Does chilling explain the divergent response of spring phenology to urban heat islands?
Urbanization is known to have direct impacts on plant phenology. Understanding these effects is important to biodiversity dynamics, ecosystem structure, carbon cycles, and human health. Temperature increases from the Urban Heat Island (UHI) effect are thought to be the main driver of plant phenological changes around cities. However, trends in plants’ start of growing season (SOS) dates around urban areas, compared to the surrounding countryside, have diverged across the globe: some advance, and some delay. Divergent SOS trends have been observed in field measurements as well as satellite remotely sensed terrestrial vegetation seasonality—land surface phenology (LSP). However, the reasons for this phenomenon remain unclear. We hypothesize that divergent SOS trends can be explained by the interaction between UHI-induced seasonal temperature changes and variable plant chilling requirements—the need of plants to be exposed to sufficiently low temperatures to release dormancy in spring. The proposed project is designed to evaluate this hypothesis by accomplishing two main objectives:
• Objective 1: Map long-term medium spatial resolution LSP for large cities.
- More than 50 large cities in North America that are expected to have strong UHI effects will be selected to capture variability in biome type and prevailing climate.
- LSP with pixel-wise uncertainty at 30 m spatial resolution from 1984 to present will be retrieved for each selected city using a recently developed Bayesian model.
• Objective 2: Test chilling hypothesis by analyzing spring phenology models
- A suite of models describing spring emergence as a function of daily temperature exposures will be fit using the generated LSP data.
- Analysis of model fit and parameters will indicate the importance of UHI-altered chilling/warming regimes.
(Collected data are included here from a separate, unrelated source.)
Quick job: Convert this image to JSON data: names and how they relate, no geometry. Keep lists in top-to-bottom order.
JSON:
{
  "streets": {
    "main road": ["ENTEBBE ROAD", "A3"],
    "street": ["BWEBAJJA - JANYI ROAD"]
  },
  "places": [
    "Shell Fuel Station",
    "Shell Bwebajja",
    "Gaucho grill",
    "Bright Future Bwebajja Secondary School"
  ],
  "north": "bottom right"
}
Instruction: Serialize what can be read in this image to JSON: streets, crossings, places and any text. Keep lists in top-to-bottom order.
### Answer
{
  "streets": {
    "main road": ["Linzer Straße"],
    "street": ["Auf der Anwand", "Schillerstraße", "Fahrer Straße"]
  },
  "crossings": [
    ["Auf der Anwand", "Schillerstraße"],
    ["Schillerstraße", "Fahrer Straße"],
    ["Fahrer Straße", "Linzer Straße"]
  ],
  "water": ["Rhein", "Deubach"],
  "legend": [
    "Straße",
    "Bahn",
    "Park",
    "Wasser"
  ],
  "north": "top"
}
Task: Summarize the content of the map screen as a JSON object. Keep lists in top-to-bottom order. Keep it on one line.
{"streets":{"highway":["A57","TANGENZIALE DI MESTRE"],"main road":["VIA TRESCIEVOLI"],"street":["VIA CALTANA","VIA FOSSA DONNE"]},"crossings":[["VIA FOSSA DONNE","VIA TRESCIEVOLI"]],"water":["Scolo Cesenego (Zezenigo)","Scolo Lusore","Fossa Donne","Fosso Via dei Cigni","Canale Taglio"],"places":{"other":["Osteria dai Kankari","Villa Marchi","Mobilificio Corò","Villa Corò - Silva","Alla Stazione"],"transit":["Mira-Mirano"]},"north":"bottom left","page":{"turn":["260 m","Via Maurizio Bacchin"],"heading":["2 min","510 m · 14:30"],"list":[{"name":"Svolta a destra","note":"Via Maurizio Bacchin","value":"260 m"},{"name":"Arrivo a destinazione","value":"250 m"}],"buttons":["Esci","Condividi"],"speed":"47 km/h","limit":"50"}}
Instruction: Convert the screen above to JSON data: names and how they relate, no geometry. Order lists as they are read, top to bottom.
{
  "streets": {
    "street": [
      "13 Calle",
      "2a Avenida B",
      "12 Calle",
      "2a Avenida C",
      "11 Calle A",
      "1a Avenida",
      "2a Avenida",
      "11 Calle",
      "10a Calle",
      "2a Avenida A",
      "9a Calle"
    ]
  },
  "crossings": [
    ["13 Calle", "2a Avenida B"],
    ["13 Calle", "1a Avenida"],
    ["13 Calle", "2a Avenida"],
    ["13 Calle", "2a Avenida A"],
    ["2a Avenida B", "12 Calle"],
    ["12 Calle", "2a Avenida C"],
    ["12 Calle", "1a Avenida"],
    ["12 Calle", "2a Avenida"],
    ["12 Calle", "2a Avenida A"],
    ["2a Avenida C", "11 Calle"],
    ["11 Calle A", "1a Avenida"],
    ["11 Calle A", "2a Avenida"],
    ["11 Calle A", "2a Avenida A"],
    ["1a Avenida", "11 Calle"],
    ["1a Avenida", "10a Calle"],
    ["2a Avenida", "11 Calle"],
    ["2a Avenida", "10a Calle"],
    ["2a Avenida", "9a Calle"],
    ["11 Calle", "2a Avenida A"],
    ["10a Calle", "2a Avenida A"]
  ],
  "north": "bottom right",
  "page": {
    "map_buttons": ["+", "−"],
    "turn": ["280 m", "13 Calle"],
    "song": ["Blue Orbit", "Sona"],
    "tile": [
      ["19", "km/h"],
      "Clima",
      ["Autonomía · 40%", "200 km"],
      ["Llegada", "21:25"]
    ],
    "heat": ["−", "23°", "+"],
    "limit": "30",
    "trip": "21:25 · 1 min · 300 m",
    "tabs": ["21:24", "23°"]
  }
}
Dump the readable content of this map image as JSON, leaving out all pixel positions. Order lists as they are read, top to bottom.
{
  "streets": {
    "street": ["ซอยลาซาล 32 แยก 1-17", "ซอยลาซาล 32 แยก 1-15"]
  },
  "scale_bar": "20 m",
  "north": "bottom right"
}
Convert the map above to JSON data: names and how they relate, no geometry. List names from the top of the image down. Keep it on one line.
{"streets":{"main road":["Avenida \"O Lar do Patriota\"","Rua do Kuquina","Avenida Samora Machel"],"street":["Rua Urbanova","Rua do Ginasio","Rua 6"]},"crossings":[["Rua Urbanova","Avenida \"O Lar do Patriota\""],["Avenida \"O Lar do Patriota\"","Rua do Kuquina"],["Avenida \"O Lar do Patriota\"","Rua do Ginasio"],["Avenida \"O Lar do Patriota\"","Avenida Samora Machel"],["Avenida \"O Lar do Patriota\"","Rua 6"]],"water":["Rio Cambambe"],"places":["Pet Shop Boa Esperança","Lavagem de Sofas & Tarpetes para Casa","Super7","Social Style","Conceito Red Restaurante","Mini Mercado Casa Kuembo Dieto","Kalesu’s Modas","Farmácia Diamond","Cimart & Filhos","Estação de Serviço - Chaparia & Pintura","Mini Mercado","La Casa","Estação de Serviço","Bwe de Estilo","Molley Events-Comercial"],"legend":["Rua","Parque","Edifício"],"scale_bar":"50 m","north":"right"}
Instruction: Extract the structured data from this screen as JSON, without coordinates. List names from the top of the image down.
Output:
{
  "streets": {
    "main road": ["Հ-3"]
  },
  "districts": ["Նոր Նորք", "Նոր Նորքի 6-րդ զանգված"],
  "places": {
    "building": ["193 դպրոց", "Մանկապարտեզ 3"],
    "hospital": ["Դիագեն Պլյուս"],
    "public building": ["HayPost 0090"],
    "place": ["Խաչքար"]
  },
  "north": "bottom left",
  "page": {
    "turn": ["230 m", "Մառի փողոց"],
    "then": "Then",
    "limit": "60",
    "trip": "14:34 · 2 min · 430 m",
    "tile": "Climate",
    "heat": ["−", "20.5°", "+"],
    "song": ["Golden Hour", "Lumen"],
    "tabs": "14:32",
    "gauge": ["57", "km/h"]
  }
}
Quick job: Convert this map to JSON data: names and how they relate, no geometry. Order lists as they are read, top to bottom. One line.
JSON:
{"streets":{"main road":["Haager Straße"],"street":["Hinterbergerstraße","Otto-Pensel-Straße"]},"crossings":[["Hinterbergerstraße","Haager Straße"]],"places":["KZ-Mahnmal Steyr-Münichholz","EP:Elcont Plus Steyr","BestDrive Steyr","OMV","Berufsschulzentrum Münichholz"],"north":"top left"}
We expect this work will make contributions to the remote sensing, phenology, and global change science communities by providing:
- An improved understanding of how temperature controls plant phenology in urban areas;
- A novel approach to retrieve medium spatial resolution LSP with pixel-wise uncertainty that can be generally applied to urban or natural regions,
- A long-term 30 m spatial resolution LSP dataset for large cities in North America.